[PATCHv3] librt: Add posix_spawn support

Mike Frysinger vapier at gentoo.org
Sat Apr 28 05:45:26 UTC 2012


On Saturday 28 April 2012 00:26:02 Rich Felker wrote:
> On Fri, Apr 27, 2012 at 11:57:38PM -0400, Mike Frysinger wrote:
> > On Friday 27 April 2012 19:59:34 Rich Felker wrote:
> > > On Fri, Apr 27, 2012 at 07:35:11PM -0400, Mike Frysinger wrote:
> > > > On Friday 27 April 2012 18:33:08 Rich Felker wrote:
> > > > > But nowadays it's
> > > > > just really annoying and harmful. With shared libraries, it adds
> > > > > bloat and load time to every program which wants to use
> > > > > clock_gettime for getting system time, which is every modern
> > > > > program.
> > > > 
> > > > i'd side with the clock_* funcs being better in libc because they are
> > > > getting used more and more as people transition away from
> > > > gettimeofday()
> > > 
> > > And they are NOT part of any optional realtime option in POSIX;
> > > they're a mandatory part of POSIX base.
> > 
> > afaik, POSIX doesn't cover library layout in any way.  there is nothing
> > requiring us to stick all mandatory interfaces into -lc.  after all, much
> > of the math support falls into this category yet lives in -lm.
> 
> Actually, to some extent it does. See the documentation for the c99
> command:
> 
> http://pubs.opengroup.org/onlinepubs/9699919799/utilities/c99.html
> 
> POSIX allows certain -l options (which need not exist as a physical
> library file in the filesystem) to be required for using certain
> features; a conformant application (i.e. build script) must use them,
> but the implementation is not required to hide the symbols from you if
> you don't include them, and in fact it's perfectly conformant for them
> all to be ignored (i.e. everything available in the default
> library/libraries).

thanks.  that page pretty clearly explains why -lrt exists in the first place, 
and why glibc places all the symbols that it does in there.

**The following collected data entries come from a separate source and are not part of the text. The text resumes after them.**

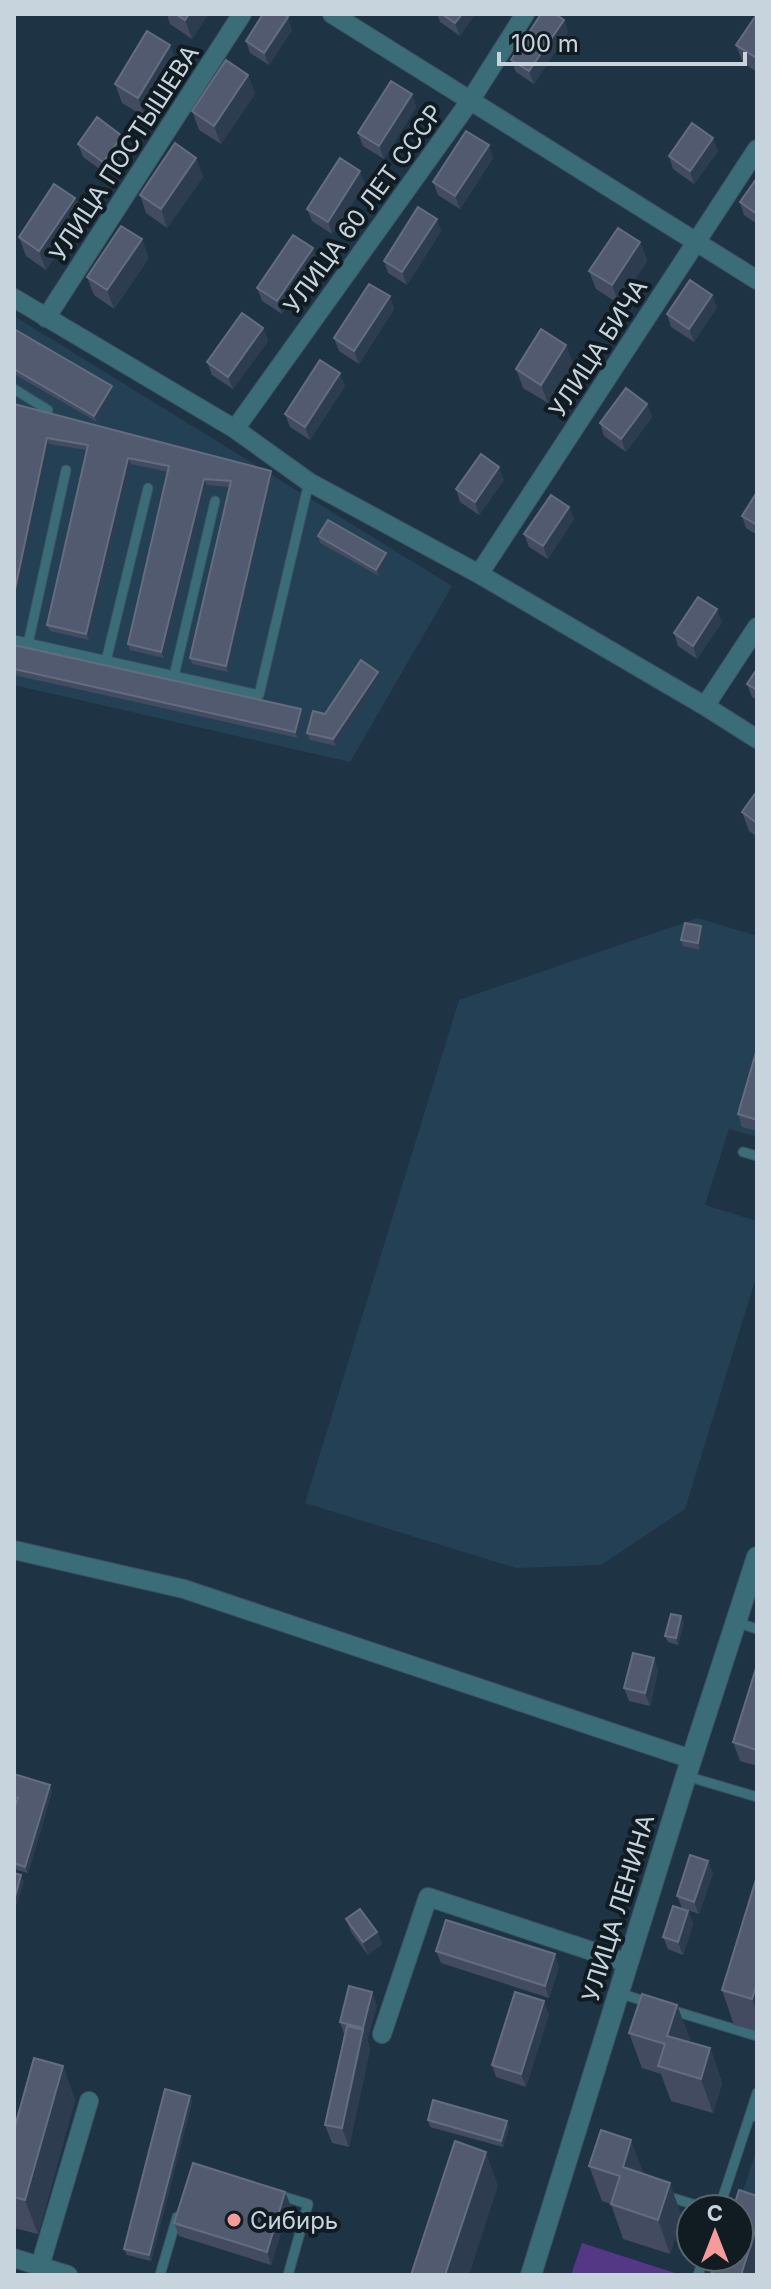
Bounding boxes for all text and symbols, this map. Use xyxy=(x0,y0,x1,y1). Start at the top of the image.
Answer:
scale bar xyxy=(499,16,745,66)
text: 100 m xyxy=(511,29,579,58)
street label: УЛИЦА ПОСТЫШЕВА xyxy=(43,40,205,266)
street label: УЛИЦА 60 ЛЕТ СССР xyxy=(277,99,449,319)
street label: УЛИЦА БИЧА xyxy=(543,274,653,422)
street label: УЛИЦА ЛЕНИНА xyxy=(576,1811,660,2005)
north arrow xyxy=(675,2193,755,2273)
text: С xyxy=(707,2200,723,2226)
place label: Сибирь xyxy=(250,2206,338,2235)
marker: Сибирь xyxy=(225,2211,243,2229)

> > > > it would be really cool if we could split lesser used and standalone
> > > > code into standalone shared libraries and libc.so was a simple
> > > > linker script that pulled in all the other objects AS_NEEDED(...). 
> > > > but alas, that'd play havoc with ABI/SONAMEs.
> > > 
> > > I don't understand how this is all that useful. If you have binaries
> > > on your system that use standard functionality X, you'll have to have
> > > it _somewhere_ anyway, and it might as well be in libc.so. If you're
> > > worried about rare functions being spread out across lots of pages
> > > that might also contain widely-used functions and increasing average
> > > paged-in memory usage, it would be possible to add section attributes
> > > to all the rare stuff to put it all in one contiguous part of libc.so
> > > that would only be paged-in when stuff is actually using it.
> > 
> > not everyone have virtual memory :p.  ignoring that, larger single
> > libraries means more reloc processing at init, and more string space to
> > search when resolving symbols.
> 
> I would suspect on a system without virtual memory, you'd decide to
> completely omit certain functionality from uClibc at config/build
> time if you don't need it for any of your bins. If you do need it for
> some of your bins, overall memory usage will almost surely be lower by
> having it in a common .so file rather than having another .so loaded
> in memory.

fragmentation is a much bigger problem than total memory usage, so having 
smaller bits split apart vs a single large blob is almost always more 
desirable.

> As for reloc processing, that's essentially zero if you use visibility
> (or -Bsymbolic-functions, the big stick) to bind as much as possible
> at .so creation time.

there are more relocs than just bypasing the PLT (which uClibc does heavily 
via hidden_xxx())

> String space is possibly an argument against including too much

hashing should mitigate much of the look-up costs

> not sure. I'll grant that there may be *some* arguments against
> integrating it all into either libc.so or libpthread.so, but I think
> those arguments are looking pretty weak compared to the arguments FOR
> doing it.

the only things that may be merged into libpthread are pthread funcs and stuff 
that absolutely requires them (for the obvious useless overhead in single 
threaded processes scenario).  i'm guessing librt links against libpthread 
because of the async api.  without kernel support, userspace threads are the 
only recourse for implementing that stuff.  and at that point, i don't see any 
real advantage to merging the pthread-dependent funcs from -lrt into -
lpthread.  they're not widely used, and POSIX allows us to say you must use -
lrt if you want them.

clock_gettime can sometimes call __pthread_clock_gettime when HP timing 
support is enabled, but that can handle the normal libc-pthread-forwarding 
logic, so moving that to libc is fine.

that leaves timer_* stuff which doesn't need pthread and is small (like, less 
than 1k), so throwing in libc is fine.